Top of Provided data

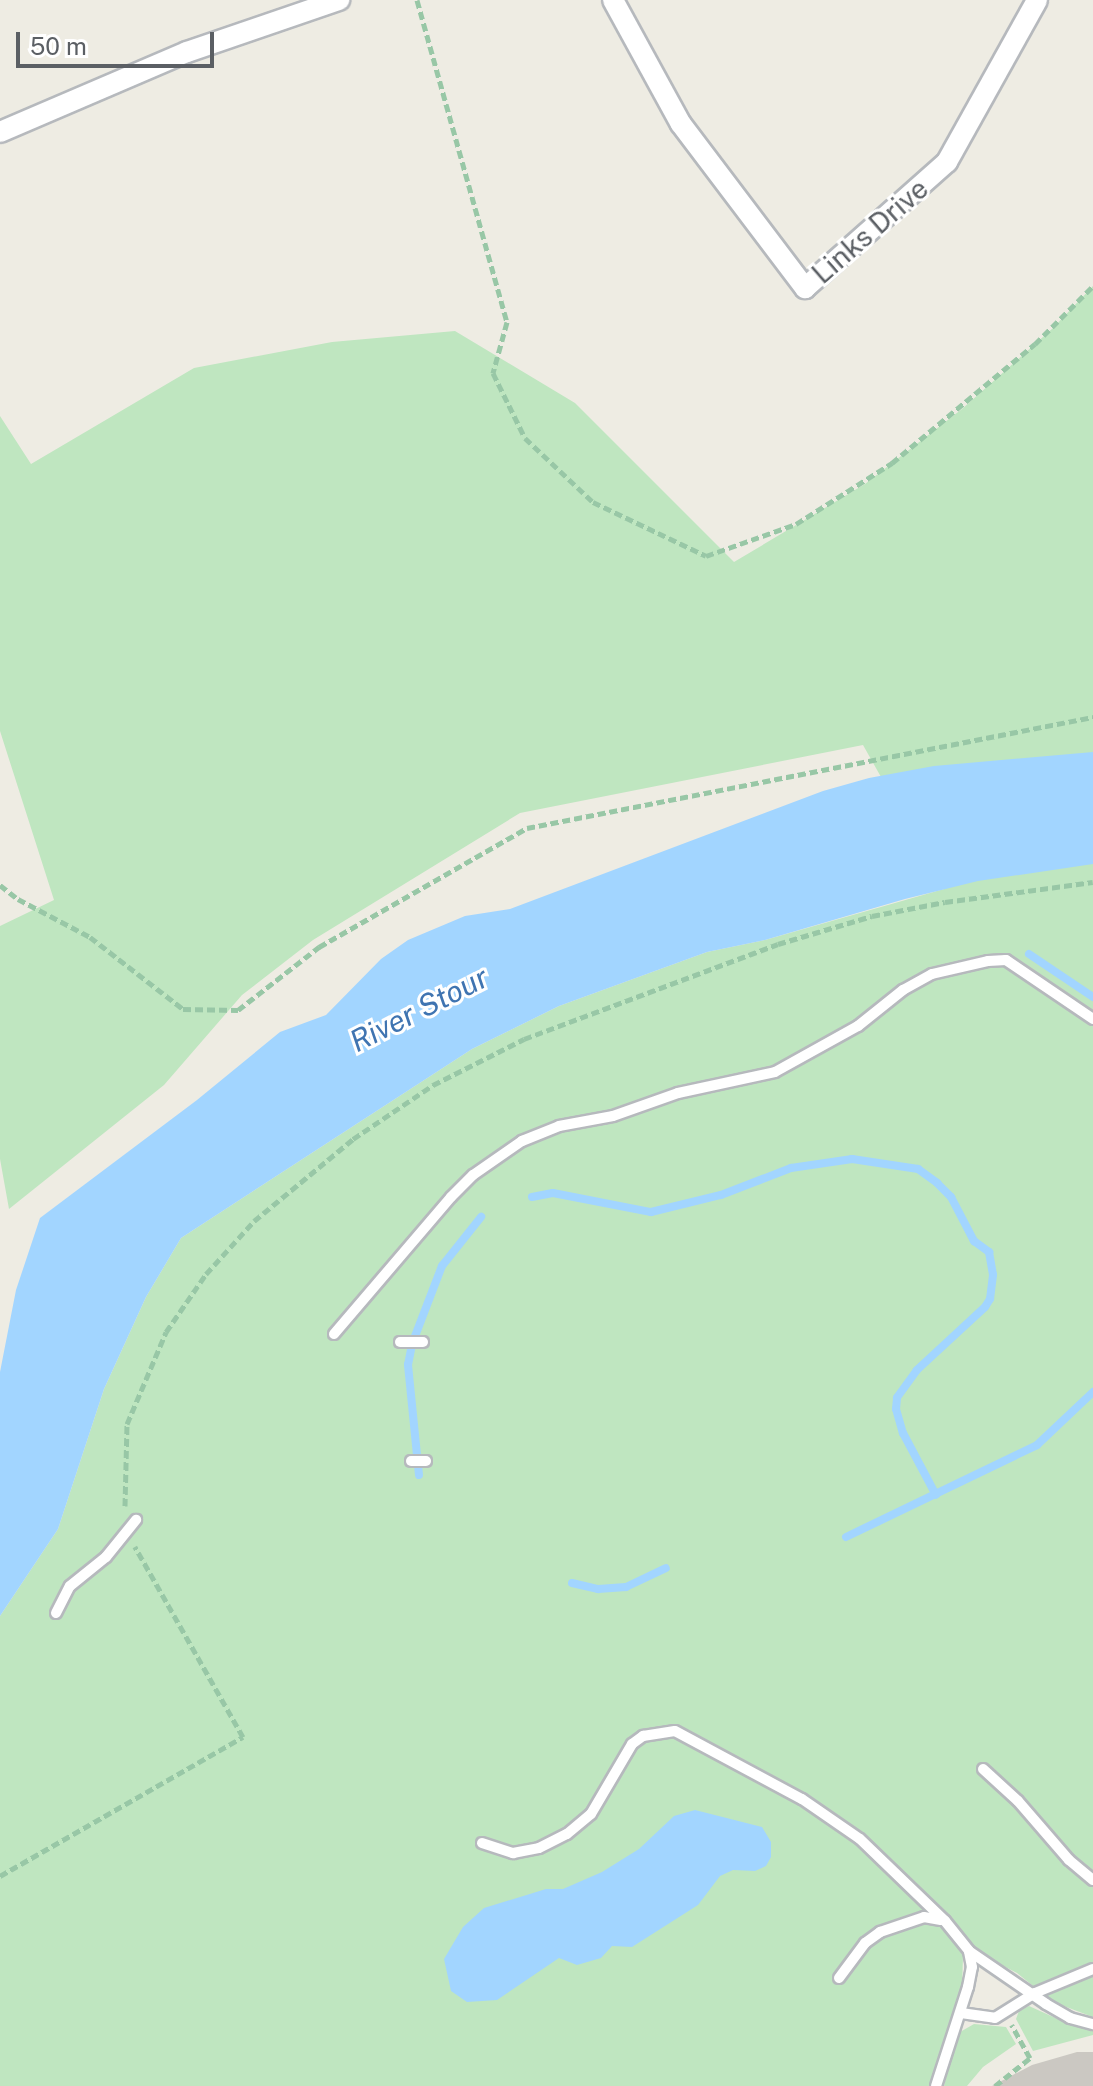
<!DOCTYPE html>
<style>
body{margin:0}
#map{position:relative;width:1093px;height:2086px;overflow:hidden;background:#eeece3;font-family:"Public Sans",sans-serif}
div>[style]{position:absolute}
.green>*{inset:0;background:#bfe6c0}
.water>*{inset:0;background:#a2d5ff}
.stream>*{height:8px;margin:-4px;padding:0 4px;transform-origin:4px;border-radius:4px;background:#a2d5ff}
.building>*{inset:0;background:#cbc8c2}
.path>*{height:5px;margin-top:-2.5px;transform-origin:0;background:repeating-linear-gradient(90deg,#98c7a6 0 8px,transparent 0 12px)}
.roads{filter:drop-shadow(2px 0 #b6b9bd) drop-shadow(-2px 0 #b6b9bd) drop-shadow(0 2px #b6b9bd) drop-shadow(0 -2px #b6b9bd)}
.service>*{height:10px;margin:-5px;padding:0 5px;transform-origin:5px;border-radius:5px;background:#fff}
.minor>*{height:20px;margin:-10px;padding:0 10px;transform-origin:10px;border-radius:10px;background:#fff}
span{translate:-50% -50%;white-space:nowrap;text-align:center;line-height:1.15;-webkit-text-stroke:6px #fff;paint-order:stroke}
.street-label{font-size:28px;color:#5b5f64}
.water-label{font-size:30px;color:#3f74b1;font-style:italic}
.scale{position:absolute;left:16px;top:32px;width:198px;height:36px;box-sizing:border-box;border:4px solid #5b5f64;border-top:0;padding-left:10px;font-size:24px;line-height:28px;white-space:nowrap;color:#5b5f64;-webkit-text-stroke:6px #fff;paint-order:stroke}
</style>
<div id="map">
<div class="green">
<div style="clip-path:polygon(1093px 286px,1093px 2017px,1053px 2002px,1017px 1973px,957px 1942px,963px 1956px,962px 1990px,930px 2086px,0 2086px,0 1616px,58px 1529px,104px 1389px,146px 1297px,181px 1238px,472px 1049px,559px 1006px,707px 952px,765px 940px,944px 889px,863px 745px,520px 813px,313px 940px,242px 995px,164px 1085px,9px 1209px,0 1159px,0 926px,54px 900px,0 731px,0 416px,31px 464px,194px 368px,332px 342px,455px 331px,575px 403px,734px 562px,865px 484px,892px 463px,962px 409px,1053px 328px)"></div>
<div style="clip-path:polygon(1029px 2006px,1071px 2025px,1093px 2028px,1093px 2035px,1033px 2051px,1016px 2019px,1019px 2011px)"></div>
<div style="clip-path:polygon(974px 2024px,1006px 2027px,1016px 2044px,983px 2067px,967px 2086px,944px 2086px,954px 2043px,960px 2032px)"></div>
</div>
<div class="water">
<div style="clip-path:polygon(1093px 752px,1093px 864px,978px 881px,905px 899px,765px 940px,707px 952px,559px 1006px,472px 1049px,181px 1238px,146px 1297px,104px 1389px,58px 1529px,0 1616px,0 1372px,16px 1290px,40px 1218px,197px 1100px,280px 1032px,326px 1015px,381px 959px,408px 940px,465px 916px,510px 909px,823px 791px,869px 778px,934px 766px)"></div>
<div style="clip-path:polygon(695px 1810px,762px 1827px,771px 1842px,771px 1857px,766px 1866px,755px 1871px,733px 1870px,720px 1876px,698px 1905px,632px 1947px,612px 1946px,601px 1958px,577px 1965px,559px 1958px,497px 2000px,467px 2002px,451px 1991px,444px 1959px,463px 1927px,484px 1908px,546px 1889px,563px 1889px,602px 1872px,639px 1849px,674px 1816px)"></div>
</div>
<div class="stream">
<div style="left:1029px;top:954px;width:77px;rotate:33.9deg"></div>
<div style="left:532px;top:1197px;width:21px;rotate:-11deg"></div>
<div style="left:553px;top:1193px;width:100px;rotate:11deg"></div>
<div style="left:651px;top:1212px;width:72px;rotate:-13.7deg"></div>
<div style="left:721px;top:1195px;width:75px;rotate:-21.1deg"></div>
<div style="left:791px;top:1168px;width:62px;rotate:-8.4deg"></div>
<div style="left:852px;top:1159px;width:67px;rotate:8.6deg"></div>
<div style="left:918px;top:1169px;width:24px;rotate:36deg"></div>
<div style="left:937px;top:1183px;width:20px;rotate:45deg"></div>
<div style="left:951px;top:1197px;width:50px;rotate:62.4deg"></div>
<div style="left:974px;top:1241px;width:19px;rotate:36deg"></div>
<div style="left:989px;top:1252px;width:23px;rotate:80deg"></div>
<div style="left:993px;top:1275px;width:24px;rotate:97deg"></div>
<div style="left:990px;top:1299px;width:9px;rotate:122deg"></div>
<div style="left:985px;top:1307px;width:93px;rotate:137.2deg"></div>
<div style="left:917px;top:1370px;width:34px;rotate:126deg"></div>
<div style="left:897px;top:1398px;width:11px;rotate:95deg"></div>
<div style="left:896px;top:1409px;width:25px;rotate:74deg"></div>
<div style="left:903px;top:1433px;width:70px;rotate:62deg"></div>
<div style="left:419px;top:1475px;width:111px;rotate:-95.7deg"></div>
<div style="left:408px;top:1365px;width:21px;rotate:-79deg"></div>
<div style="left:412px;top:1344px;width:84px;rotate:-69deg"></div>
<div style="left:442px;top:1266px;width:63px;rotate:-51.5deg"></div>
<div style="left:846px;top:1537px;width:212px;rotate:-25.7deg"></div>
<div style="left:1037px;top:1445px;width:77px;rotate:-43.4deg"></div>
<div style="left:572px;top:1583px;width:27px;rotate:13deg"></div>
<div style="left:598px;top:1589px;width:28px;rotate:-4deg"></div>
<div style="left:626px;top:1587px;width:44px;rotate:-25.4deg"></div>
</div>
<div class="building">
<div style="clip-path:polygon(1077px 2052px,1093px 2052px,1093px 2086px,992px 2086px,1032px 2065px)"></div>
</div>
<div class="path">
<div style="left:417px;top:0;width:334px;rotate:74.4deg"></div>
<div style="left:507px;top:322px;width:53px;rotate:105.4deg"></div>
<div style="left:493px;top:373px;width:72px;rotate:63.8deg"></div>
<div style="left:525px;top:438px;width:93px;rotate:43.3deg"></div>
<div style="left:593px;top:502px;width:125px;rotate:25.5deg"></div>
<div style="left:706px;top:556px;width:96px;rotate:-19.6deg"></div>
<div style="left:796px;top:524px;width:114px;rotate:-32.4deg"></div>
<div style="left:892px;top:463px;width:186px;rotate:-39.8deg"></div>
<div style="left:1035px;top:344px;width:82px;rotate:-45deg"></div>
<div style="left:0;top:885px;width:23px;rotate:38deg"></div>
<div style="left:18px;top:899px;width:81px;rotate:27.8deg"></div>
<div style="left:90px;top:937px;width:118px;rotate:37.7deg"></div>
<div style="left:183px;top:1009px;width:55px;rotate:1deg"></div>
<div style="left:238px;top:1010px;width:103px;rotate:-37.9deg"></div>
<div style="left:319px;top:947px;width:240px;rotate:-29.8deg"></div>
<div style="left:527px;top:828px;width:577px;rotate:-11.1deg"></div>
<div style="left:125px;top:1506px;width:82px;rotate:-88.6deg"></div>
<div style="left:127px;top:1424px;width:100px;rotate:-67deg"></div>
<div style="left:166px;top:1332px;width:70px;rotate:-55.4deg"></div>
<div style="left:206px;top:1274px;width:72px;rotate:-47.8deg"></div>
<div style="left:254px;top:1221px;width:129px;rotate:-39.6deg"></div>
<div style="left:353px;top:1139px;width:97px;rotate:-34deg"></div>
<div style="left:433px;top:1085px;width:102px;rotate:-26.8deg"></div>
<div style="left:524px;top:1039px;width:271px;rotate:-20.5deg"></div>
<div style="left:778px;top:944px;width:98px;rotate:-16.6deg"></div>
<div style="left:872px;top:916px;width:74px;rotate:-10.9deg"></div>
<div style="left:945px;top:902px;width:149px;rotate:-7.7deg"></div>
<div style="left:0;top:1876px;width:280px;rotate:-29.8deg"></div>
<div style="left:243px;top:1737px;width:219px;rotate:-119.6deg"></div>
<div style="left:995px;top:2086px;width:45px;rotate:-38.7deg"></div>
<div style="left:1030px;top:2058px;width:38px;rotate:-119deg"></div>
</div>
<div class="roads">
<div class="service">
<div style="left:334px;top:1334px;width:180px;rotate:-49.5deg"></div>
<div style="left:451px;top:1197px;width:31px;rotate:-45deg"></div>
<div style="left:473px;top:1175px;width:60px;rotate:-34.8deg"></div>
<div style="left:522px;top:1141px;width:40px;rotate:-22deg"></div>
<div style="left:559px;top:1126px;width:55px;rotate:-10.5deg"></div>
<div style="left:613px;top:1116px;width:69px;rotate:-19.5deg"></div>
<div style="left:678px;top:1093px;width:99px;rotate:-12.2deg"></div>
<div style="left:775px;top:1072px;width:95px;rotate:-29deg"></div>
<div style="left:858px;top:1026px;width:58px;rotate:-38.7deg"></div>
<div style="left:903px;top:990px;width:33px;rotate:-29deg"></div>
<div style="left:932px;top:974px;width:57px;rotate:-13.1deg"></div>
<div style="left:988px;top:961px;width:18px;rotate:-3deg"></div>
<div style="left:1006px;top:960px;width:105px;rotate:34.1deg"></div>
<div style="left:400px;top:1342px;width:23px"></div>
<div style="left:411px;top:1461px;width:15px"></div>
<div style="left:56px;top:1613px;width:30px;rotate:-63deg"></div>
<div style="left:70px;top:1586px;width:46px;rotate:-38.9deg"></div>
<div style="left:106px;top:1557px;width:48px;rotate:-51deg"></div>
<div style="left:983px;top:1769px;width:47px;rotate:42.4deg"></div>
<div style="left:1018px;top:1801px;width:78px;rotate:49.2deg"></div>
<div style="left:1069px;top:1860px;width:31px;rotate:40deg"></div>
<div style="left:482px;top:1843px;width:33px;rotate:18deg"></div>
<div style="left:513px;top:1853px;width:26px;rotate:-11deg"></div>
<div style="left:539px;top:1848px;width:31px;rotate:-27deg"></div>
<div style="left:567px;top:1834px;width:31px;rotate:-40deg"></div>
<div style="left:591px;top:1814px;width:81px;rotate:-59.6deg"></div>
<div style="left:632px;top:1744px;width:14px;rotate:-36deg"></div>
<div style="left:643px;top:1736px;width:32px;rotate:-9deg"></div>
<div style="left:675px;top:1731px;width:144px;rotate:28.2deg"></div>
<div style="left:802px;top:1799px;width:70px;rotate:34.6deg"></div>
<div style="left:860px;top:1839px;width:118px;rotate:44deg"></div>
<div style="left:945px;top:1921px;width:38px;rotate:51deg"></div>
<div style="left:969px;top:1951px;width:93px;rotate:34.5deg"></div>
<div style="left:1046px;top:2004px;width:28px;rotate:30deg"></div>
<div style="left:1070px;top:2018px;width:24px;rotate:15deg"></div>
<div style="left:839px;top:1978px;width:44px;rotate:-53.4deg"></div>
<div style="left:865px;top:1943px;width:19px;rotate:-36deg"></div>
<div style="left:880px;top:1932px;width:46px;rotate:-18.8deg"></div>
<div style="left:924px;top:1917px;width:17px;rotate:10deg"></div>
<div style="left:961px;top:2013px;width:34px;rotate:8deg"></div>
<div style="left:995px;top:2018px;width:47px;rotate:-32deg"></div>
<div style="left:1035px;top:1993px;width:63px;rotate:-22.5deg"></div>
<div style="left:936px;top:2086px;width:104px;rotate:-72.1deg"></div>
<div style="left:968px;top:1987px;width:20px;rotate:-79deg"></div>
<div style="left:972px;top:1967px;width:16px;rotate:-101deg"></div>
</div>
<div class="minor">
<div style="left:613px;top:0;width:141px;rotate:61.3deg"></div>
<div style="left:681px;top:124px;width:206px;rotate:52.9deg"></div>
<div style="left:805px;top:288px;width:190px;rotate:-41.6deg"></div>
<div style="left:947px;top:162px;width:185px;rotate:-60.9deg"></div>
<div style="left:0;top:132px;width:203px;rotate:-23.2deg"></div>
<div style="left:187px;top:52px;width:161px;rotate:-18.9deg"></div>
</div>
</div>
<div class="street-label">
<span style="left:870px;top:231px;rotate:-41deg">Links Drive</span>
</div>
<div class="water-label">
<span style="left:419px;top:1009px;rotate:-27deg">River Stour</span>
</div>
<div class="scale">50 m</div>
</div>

Bottom of Provided data

__The task__. Repeat the listing above from its first line through the line that contains "0 #b6b9bd) drop-shadow(-2px", both included, and nothing more. Drop the pictures.

__Solution below__.
<!DOCTYPE html>
<style>
body{margin:0}
#map{position:relative;width:1093px;height:2086px;overflow:hidden;background:#eeece3;font-family:"Public Sans",sans-serif}
div>[style]{position:absolute}
.green>*{inset:0;background:#bfe6c0}
.water>*{inset:0;background:#a2d5ff}
.stream>*{height:8px;margin:-4px;padding:0 4px;transform-origin:4px;border-radius:4px;background:#a2d5ff}
.building>*{inset:0;background:#cbc8c2}
.path>*{height:5px;margin-top:-2.5px;transform-origin:0;background:repeating-linear-gradient(90deg,#98c7a6 0 8px,transparent 0 12px)}
.roads{filter:drop-shadow(2px 0 #b6b9bd) drop-shadow(-2px 0 #b6b9bd) drop-shadow(0 2px #b6b9bd) drop-shadow(0 -2px #b6b9bd)}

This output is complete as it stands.